What is required =>
Return every entry exactly as written, with the pictures removed.

___

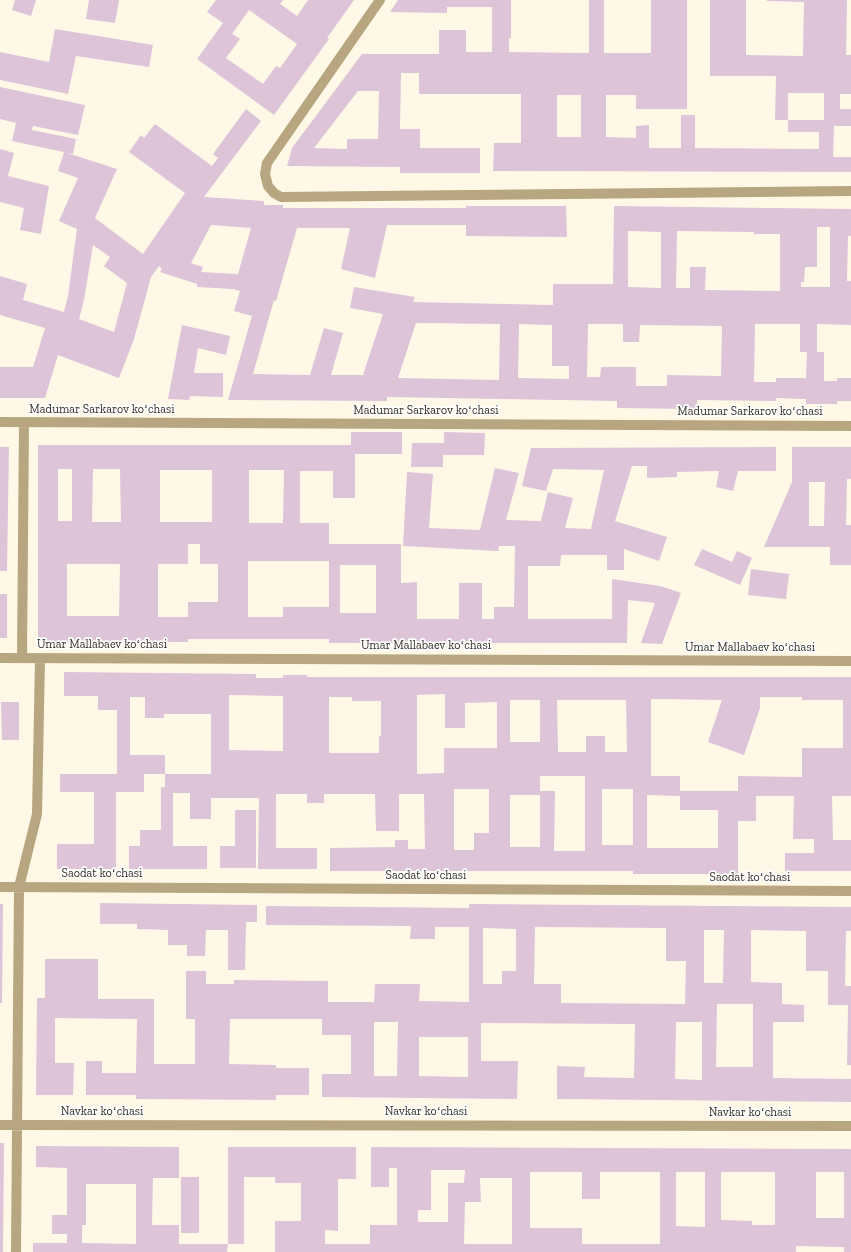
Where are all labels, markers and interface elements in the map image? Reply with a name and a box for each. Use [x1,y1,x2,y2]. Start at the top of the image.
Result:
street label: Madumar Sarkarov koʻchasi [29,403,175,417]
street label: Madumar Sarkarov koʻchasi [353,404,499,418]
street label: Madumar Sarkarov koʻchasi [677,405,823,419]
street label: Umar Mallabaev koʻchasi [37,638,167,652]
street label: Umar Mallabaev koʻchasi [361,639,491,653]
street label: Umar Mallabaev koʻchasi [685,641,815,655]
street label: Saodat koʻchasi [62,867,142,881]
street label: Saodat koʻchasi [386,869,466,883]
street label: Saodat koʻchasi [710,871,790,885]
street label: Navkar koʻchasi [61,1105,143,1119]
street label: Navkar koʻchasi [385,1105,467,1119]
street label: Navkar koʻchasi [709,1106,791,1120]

___

Response =>
Where are all labels, markers and interface elements in the map image? Reply with a name and a box for each. Use [x1,y1,x2,y2]. Start at the top of the image.
Result:
street label: Madumar Sarkarov koʻchasi [29,403,175,417]
street label: Madumar Sarkarov koʻchasi [353,404,499,418]
street label: Madumar Sarkarov koʻchasi [677,405,823,419]
street label: Umar Mallabaev koʻchasi [37,638,167,652]
street label: Umar Mallabaev koʻchasi [361,639,491,653]
street label: Umar Mallabaev koʻchasi [685,641,815,655]
street label: Saodat koʻchasi [62,867,142,881]
street label: Saodat koʻchasi [386,869,466,883]
street label: Saodat koʻchasi [710,871,790,885]
street label: Navkar koʻchasi [61,1105,143,1119]
street label: Navkar koʻchasi [385,1105,467,1119]
street label: Navkar koʻchasi [709,1106,791,1120]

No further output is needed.